▶ What you are asked to do:
Pull every "bottom" line out of the data below.

▶ Source data:
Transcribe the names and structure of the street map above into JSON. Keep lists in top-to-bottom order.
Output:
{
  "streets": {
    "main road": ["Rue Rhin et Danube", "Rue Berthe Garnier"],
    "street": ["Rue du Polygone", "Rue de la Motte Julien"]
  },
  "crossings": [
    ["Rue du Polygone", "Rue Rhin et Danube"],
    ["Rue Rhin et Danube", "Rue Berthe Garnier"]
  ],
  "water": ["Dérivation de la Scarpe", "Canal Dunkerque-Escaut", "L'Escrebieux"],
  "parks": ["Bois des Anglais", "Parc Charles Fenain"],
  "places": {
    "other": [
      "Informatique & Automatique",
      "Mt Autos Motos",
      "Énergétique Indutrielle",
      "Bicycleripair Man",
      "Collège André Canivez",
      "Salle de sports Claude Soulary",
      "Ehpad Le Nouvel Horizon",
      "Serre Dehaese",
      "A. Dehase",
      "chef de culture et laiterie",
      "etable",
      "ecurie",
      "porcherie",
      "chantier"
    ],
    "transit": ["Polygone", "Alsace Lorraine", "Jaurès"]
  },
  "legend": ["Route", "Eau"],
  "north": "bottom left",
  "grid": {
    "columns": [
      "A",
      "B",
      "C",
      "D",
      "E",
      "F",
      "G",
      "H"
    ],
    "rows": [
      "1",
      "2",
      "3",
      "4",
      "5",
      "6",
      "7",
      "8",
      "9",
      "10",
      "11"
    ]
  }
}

▶ The answer:
Transcribe the names and structure of the street map above into JSON. Keep lists in top-to-bottom order.
  "north": "bottom left",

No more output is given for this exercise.